Tuesday, November 7, 2006

the language of grief...

...is universal. I discovered this today as I sat in a sun drenched pew of a flower filled Jewish Memorial Chapel this morning and listened to a service for a friend's father done partly in Russian and partly in Hebrew. My Spanish and my English were completely useless to me, and yet I could feel the grief in the foreign words. In the tone. In the tears. No translation necessary.

My best friend, Dochechka, is a Russian Jew...so, naturally, in the years that I've known her, I've gotten to know her troop of friends. One of our mutual friends' father collapsed at one of his friend's dinner party this weekend...he passed away right then and there, in front of his wife, in front of his friends. He had a cardiac history...had a procedure done (either a bypass operation or an angioplasty) years before. And then, this past Friday, had a repeat cardiac catheterization to make sure the arteries in his heart were holding up. He was told he was fine, that all looked well. The next day, he died. A devastating and dramatic loss.

One of the many things I've come to appreciate in my life and in my work, one thing that was highlighted today especially, is that, for all of our differences...be they differences in age, language, culture, religion, sex, sexual preference, socioeconomic status, geographic location...we are truly all the same.
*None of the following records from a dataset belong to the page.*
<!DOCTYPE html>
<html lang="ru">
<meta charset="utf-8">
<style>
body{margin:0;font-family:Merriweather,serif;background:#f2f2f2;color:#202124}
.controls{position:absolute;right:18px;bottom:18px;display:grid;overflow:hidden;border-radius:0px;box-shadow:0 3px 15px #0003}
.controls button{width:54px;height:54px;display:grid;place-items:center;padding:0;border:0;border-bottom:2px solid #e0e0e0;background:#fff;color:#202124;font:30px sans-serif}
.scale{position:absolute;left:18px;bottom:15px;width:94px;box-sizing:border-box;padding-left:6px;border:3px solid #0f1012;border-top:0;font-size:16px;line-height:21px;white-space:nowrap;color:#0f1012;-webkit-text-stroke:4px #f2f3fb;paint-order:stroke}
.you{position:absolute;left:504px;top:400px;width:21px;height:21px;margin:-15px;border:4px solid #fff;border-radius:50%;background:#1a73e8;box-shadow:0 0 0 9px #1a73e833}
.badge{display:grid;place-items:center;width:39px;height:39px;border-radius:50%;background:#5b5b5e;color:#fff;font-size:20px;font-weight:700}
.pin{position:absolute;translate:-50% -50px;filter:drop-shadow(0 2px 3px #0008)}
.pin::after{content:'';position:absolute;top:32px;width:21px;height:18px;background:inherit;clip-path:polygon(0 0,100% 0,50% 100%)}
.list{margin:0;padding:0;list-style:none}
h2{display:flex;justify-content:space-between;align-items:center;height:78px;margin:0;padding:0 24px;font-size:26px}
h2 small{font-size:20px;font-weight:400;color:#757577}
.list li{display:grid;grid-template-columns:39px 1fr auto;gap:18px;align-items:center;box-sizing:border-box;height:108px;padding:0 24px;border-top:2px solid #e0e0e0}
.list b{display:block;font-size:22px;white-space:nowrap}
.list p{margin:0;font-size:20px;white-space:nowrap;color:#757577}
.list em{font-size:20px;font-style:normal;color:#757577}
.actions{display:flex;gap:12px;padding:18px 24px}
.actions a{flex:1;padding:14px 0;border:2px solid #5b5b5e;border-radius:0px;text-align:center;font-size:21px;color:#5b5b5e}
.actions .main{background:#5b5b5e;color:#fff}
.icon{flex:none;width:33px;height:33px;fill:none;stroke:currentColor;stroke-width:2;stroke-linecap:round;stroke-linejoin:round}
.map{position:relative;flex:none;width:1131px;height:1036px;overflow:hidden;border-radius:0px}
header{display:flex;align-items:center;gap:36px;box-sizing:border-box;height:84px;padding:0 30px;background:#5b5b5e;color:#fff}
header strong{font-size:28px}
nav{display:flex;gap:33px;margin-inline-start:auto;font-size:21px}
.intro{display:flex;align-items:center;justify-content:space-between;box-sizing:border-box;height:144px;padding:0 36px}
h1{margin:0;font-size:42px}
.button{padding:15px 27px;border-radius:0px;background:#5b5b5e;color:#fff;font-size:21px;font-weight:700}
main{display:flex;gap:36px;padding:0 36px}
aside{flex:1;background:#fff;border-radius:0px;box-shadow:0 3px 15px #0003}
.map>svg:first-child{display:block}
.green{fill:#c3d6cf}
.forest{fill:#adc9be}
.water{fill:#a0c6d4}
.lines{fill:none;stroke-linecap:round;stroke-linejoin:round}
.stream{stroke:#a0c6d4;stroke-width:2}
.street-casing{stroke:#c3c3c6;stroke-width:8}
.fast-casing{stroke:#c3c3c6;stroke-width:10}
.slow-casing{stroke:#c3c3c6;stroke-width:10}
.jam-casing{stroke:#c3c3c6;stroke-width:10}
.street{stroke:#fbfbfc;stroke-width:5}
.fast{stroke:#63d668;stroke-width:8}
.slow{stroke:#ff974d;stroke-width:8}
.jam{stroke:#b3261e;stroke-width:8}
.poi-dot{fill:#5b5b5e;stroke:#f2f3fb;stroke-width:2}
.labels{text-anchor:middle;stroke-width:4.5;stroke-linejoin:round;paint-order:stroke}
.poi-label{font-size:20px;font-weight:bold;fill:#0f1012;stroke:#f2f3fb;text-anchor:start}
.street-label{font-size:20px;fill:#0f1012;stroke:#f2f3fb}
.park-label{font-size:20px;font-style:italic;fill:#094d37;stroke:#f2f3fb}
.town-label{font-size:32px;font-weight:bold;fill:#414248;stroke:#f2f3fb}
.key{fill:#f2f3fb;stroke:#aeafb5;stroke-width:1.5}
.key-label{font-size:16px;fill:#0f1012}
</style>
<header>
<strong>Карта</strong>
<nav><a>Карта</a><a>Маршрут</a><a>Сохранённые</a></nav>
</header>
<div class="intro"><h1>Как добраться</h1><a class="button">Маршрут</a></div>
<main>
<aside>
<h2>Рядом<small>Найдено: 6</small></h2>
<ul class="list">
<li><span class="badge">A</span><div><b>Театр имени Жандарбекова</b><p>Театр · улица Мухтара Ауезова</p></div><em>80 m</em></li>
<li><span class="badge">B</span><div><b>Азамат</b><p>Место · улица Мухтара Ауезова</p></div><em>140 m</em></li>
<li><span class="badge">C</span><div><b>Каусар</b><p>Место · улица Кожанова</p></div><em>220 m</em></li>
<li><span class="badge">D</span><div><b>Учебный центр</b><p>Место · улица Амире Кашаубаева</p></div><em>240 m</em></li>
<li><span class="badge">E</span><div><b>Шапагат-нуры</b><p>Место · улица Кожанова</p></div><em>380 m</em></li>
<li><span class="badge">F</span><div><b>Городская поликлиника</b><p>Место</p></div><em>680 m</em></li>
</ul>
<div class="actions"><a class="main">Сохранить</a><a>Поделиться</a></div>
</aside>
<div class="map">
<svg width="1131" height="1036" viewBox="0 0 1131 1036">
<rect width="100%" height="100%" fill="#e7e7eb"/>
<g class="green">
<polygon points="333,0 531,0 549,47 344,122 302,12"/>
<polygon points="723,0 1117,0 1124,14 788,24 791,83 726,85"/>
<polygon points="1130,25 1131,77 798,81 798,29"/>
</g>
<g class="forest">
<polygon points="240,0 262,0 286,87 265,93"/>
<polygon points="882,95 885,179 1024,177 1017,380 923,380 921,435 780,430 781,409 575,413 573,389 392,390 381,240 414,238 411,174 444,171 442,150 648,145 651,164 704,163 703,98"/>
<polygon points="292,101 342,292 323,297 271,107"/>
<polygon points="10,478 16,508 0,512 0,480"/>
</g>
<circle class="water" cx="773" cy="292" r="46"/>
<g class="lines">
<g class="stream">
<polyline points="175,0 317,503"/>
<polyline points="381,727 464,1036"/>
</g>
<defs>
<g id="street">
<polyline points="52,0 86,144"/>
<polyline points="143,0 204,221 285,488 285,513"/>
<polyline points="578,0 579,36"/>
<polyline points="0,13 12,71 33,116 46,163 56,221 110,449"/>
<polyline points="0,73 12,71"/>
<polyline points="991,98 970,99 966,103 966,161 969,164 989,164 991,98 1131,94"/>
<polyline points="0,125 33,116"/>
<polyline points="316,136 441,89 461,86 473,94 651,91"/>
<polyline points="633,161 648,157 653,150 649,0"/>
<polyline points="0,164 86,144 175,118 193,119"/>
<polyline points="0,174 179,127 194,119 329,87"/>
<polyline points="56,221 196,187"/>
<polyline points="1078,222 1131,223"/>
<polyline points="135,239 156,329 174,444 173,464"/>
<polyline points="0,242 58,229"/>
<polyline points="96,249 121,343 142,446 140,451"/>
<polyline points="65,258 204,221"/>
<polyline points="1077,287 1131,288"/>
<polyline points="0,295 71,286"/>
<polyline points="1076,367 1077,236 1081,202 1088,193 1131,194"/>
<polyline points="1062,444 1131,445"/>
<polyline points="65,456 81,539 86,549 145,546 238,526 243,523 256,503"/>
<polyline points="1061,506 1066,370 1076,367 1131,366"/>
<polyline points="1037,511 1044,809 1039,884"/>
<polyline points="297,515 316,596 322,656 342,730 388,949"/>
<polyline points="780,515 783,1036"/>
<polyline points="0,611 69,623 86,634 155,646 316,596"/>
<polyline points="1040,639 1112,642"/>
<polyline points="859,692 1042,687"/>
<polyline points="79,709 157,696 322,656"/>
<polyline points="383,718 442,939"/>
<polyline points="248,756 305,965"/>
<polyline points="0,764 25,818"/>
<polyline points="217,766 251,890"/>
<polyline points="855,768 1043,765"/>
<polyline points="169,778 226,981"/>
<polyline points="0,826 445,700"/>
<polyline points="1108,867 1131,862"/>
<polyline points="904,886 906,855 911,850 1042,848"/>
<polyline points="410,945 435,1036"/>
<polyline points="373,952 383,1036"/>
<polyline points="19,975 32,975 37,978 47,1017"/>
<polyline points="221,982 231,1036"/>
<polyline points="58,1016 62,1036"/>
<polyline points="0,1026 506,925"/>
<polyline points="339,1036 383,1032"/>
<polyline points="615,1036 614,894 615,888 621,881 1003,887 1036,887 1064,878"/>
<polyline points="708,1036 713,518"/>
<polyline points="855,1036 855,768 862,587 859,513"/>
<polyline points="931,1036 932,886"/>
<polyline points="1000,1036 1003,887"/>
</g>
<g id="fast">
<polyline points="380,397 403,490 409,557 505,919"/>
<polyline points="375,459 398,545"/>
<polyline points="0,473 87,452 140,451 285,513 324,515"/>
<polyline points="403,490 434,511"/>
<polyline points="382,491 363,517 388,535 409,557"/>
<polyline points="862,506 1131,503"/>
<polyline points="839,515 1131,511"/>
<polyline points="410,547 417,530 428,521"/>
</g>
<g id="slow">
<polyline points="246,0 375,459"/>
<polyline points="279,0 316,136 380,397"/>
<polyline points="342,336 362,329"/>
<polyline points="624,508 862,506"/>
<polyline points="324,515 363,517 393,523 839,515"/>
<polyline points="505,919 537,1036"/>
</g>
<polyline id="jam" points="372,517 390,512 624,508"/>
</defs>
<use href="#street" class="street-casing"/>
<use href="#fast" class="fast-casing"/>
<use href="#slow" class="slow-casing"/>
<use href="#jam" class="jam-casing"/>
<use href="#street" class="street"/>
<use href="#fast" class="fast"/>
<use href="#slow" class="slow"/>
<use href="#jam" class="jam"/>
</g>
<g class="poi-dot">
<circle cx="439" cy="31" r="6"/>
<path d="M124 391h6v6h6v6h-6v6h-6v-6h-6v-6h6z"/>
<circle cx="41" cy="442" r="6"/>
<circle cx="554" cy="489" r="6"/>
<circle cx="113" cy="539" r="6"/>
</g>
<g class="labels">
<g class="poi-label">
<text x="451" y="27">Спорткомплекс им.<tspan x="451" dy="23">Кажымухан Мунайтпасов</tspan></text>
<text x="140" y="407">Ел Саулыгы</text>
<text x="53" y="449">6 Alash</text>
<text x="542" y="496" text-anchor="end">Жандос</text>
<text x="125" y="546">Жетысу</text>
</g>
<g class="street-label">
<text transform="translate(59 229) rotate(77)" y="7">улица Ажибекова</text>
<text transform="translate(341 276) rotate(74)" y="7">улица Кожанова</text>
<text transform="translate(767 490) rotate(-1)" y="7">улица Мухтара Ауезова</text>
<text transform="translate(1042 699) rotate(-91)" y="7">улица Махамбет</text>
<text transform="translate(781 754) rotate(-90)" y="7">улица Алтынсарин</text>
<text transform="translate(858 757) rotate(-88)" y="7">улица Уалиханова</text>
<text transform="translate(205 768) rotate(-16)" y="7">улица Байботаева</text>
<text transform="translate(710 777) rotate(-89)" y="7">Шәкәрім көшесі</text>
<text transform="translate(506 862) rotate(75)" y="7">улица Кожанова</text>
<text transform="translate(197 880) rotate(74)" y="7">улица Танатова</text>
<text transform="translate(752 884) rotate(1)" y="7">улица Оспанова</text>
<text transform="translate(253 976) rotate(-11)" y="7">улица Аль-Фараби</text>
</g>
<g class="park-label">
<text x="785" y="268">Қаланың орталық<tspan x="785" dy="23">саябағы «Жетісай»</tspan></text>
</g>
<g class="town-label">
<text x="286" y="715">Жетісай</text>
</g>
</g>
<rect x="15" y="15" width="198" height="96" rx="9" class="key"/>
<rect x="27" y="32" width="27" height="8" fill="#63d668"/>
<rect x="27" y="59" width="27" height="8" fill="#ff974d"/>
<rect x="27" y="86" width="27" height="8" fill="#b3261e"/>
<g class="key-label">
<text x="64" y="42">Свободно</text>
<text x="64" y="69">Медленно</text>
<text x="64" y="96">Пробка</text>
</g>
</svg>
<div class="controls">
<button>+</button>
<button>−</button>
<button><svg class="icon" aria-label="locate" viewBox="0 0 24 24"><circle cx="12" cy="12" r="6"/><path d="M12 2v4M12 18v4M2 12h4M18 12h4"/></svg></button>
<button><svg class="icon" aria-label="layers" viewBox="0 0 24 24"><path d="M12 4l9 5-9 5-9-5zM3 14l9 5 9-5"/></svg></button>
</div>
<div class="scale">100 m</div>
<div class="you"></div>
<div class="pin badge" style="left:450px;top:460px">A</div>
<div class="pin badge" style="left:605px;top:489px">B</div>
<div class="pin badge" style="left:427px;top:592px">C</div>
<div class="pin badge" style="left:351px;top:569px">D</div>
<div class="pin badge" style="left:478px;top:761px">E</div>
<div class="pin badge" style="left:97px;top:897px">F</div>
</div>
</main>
In the matters of love and loss, the language is no different. It's a small detail. But a huge detail. The kind of detail that if more people payed attention to, the world might be a bit different.

Rev. Alan Jones, at Grace Cathedral one particular Sunday, quoted Ernest Hemingway's statement that "Life breaks all of us but some people grow at the broken places." It struck me as a good way to digest and work through the pain of loss in this life. Grow at the broken places. It will take time, but I think my dear friend and her family, will eventually.